Part II: Football coaching and training tips from Doug H., a high school football coach from Michigan with over fifteen years of coaching experience.  Continue reading to further your knowledge in 3 X 1 offensive formation.   

(Read Part I here.)

 

KEYS:

When my quarterback breaks the huddle he immediately looks to locate how many safeties there are. If there is one safety in the middle of the field I do not worry about him to the one receiver side. In this case my quarterback would locate the outside linebacker. If the linebacker drops to cover the slant my quarterback hits my running back running on a swing route to the one receiver side. If the outside linebacker runs to the swing route my quarterback will throw to the slant.

If my quarterback notices that the defense has only two defenders covering my three wide receivers, I have my quarterback adjust my running back to the three receiver side by yelling Red. A Red call tells the receivers on the three receiver side to abandoned their routes and block the defenders in front of them. I now have numbers to the three receiver side. The quarterback throws to the running back who is running a swing route to the three receiver side. I now have three receivers to block two defenders for my running back.

In other scenarios of the 3 X 1 I will also try to sneak my running back to the tight end position on the three receiver side. This means my T receiver has to move off of the line of scrimmage ever so slightly to make the running back an eligible receiver. Everything looks the same except there is no running back next to my quarterback. My running back will run straight down the field and look for the ball just past linebacker depth. If the defense is in cover two I tell my running back to split the two safeties.
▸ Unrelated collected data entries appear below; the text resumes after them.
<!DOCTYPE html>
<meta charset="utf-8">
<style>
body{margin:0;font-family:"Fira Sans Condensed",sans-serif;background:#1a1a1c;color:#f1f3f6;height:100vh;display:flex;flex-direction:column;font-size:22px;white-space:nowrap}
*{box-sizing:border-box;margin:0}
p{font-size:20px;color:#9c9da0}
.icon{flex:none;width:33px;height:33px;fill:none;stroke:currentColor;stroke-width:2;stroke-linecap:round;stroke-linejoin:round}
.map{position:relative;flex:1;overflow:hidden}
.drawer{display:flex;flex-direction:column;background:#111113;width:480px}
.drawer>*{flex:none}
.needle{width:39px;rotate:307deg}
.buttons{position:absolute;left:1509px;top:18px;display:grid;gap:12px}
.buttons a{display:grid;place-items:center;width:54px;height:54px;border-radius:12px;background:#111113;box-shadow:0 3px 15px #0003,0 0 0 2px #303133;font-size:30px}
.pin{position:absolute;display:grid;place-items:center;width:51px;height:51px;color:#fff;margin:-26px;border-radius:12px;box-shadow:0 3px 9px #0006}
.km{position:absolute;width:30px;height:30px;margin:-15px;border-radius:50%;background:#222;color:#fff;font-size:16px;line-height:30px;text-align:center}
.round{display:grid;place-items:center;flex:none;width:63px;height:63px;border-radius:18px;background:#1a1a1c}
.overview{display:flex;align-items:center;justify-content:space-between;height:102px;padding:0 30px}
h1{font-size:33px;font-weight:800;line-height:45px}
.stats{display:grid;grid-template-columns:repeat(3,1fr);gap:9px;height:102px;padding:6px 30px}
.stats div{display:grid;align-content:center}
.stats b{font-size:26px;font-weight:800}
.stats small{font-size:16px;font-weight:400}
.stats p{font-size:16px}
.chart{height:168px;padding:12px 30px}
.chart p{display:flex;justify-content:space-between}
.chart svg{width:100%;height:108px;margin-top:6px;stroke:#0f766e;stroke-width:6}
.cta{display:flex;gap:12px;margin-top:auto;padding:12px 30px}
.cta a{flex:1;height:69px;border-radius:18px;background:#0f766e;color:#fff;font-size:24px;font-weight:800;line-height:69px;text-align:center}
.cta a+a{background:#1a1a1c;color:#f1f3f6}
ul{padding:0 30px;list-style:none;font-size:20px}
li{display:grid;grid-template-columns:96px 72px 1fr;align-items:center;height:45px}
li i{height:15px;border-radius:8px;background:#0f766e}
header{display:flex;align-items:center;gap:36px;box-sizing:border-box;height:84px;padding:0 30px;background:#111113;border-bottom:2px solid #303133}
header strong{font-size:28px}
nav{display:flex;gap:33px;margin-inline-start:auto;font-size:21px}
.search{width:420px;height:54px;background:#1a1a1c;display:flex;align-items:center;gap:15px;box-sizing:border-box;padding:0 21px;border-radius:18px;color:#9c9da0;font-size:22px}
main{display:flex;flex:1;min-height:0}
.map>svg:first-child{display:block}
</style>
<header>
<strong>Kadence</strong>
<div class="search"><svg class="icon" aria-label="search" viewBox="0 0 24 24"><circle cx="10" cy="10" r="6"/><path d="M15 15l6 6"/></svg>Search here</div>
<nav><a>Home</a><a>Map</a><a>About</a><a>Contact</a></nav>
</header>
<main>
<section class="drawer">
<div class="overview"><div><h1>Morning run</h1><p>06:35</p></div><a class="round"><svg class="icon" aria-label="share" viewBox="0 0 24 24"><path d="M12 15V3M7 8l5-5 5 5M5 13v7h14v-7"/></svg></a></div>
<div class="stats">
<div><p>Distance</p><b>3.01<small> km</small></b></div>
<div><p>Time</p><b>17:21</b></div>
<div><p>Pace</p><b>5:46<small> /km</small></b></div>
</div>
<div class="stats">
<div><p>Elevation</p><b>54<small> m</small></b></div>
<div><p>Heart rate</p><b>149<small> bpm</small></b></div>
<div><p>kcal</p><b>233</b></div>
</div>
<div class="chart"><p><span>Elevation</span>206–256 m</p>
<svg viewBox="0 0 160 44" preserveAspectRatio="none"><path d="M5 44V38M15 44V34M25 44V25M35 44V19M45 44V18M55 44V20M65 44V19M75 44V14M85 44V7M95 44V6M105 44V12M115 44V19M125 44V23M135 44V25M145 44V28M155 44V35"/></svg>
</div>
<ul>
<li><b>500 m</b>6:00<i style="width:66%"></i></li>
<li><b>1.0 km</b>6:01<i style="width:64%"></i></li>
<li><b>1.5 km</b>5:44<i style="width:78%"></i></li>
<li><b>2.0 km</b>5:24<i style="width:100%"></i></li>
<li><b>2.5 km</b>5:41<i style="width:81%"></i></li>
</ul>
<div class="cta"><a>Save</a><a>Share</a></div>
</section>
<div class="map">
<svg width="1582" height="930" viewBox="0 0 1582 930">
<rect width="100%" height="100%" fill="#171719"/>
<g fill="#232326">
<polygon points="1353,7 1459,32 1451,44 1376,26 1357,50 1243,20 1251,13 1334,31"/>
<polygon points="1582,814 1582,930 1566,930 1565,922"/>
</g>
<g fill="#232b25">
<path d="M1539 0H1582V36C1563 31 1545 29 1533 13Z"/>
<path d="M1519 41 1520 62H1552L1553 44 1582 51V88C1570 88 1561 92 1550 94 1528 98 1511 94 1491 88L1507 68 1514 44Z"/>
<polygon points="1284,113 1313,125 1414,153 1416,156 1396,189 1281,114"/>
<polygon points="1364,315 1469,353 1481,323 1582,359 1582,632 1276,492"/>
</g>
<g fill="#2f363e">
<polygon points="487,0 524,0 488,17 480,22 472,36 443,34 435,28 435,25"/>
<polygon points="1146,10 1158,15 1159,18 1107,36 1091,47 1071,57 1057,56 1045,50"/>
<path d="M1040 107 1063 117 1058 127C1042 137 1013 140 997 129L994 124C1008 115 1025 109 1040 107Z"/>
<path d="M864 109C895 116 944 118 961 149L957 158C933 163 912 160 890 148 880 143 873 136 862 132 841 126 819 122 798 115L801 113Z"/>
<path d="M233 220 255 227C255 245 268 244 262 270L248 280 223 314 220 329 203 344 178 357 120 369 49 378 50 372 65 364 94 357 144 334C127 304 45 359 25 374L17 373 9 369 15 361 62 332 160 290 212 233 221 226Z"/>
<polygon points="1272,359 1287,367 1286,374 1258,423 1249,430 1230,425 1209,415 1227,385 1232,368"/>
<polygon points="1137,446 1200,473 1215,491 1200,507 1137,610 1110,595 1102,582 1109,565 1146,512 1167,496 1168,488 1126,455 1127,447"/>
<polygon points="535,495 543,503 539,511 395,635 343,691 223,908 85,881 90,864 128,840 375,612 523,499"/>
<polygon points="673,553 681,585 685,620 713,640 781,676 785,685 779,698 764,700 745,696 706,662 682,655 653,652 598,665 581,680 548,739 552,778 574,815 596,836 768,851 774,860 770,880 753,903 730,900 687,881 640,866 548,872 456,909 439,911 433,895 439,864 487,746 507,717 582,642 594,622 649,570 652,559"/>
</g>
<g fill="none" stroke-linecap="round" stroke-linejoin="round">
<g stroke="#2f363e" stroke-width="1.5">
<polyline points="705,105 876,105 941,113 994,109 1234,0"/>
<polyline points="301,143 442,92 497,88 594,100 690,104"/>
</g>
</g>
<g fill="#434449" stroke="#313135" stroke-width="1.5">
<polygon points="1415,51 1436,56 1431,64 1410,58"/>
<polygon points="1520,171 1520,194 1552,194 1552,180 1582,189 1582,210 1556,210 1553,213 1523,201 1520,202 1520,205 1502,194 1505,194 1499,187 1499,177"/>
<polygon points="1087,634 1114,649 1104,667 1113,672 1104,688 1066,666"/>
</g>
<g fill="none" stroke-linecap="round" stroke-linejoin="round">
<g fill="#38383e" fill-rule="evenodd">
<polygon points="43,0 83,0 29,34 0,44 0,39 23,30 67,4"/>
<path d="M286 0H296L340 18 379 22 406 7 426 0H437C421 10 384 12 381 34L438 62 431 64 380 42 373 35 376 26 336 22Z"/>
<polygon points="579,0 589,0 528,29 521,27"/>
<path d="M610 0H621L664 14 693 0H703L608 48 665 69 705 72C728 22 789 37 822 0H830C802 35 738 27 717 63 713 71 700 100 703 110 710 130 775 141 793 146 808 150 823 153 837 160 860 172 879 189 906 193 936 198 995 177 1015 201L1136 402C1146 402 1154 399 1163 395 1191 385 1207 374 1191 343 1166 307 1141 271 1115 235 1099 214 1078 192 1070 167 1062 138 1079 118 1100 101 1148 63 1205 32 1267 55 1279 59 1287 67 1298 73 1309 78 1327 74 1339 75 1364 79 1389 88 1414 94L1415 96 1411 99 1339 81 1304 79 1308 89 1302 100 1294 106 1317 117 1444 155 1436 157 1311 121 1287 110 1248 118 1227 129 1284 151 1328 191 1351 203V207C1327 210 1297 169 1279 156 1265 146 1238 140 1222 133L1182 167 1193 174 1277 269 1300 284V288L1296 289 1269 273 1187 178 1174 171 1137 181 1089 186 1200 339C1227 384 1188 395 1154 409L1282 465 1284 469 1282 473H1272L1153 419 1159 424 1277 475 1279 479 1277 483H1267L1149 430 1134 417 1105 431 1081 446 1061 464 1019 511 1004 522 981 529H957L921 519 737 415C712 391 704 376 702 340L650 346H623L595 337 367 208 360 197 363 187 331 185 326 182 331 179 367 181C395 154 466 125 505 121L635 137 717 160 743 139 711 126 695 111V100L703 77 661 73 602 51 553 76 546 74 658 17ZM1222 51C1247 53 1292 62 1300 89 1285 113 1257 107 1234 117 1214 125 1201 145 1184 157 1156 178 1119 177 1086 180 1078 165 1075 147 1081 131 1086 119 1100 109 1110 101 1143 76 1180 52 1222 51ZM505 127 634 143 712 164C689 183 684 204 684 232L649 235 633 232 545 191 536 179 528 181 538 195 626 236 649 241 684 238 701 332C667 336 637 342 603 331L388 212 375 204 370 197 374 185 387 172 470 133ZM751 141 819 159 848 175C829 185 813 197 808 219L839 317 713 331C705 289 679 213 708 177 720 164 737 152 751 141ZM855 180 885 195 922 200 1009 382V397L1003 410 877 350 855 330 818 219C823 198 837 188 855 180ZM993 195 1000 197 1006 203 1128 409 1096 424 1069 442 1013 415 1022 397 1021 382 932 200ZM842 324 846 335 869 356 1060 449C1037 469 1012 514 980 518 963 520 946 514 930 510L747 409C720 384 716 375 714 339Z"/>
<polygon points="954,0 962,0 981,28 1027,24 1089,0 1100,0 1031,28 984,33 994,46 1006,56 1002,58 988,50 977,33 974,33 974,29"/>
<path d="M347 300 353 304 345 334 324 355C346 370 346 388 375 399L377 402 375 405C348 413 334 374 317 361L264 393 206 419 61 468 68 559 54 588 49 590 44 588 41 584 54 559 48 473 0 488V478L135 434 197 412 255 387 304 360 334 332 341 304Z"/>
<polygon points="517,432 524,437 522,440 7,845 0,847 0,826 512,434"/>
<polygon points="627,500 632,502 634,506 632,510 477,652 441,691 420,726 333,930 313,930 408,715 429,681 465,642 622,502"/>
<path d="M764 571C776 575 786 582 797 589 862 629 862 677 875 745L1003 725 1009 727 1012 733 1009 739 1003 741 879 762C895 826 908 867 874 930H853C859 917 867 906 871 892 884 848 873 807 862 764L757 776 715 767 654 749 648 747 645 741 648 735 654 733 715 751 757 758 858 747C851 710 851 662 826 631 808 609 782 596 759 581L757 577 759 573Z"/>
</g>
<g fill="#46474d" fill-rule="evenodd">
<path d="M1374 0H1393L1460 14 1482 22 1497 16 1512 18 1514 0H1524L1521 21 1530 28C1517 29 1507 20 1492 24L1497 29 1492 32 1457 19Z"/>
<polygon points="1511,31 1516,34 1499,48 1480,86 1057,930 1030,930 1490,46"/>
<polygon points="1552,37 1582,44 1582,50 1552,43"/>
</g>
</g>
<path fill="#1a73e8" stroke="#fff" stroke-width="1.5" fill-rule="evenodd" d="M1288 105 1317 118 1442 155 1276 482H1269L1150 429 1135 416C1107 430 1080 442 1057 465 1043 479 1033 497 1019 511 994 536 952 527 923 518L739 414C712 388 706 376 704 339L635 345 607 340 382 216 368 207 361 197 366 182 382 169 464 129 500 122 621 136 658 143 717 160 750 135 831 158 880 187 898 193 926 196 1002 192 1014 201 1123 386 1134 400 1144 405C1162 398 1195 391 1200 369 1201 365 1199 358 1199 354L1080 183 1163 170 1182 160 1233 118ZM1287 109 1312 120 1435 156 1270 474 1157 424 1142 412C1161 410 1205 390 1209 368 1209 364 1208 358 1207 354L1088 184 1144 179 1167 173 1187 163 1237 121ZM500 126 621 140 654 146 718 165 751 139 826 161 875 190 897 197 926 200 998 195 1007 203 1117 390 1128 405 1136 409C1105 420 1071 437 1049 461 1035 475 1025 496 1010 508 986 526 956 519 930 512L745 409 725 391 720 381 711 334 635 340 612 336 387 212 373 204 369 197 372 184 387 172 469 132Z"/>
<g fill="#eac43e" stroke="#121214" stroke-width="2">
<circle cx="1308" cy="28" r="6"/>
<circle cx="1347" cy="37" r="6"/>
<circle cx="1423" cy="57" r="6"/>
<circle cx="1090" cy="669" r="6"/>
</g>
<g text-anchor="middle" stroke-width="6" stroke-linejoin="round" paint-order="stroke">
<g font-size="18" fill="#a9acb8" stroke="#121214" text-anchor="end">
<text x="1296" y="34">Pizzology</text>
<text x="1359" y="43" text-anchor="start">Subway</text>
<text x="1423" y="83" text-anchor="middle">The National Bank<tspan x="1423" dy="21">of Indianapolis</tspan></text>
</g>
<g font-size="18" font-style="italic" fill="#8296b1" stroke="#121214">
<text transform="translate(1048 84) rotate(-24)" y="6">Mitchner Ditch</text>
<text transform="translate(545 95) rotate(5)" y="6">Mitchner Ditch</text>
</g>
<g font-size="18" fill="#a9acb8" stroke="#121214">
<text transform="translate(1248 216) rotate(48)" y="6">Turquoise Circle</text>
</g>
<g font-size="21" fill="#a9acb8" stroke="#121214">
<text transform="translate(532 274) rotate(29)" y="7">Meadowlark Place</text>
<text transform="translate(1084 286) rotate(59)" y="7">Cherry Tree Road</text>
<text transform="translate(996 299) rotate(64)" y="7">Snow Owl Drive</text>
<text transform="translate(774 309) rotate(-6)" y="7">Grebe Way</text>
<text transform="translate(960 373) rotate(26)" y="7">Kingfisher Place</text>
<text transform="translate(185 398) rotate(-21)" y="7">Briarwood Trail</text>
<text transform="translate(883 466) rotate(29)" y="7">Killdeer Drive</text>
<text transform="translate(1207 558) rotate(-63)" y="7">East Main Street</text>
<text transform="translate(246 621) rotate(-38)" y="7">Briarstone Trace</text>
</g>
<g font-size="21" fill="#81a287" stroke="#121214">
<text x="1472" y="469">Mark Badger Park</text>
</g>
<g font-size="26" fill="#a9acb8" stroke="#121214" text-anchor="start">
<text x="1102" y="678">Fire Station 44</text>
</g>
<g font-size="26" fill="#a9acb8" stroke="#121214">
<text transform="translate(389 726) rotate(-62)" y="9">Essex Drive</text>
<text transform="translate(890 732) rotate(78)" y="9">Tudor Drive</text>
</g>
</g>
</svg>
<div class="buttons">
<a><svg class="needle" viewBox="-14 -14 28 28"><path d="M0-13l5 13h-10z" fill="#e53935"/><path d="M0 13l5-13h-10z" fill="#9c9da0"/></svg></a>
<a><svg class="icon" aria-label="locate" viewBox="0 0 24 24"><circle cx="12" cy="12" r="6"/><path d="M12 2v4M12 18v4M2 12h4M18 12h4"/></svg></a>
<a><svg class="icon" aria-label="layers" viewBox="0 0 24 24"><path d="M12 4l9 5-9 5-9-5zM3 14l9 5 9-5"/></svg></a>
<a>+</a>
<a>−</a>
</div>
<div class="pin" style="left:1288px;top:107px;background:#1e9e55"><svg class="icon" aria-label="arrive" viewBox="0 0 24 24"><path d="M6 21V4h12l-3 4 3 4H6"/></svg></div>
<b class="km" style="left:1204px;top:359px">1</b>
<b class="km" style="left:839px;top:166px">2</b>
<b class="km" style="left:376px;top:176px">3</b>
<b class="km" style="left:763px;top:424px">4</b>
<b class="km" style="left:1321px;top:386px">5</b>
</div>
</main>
I am hoping the safety nearest the three receiver side will commit to my T receiver who is running the 12 yard corner.

OFF-SEASON THROWING:

To perfect the quick passing game I feel you need to start throwing in January. This means getting your quarterback, wide receivers and your center together to work on the timing from snap to throw to catch. Your quarterback needs to set aside additional time to perfect his footwork. 

As for the wide receivers, the hardest thing to get into their heads is to explode off of the line of scrimmage. They must, with no exception, be drilled constantly to explode from their stance. Your receivers must run precise routes that will enable them to defeat one-on-one battles with the defensive back they are in competition with. Your center must, without exception, be a part of the off-season passing routine.

The center must understand he is vital to ignite the play and the timing begins with him. The off-season is an excellent time to put forth different scenarios such as two minute offense, blitz reads, sight adjustment routes, and last play of the game routes. This high octane attack is not a scheme that is learned quickly. It takes a great amount of time and patience from the football coaches and players. When run proper it takes a great amount of time and patience from the football coaches and players.

When run properly, the 3 X 1 formations can become a lethal part of your high octane offense.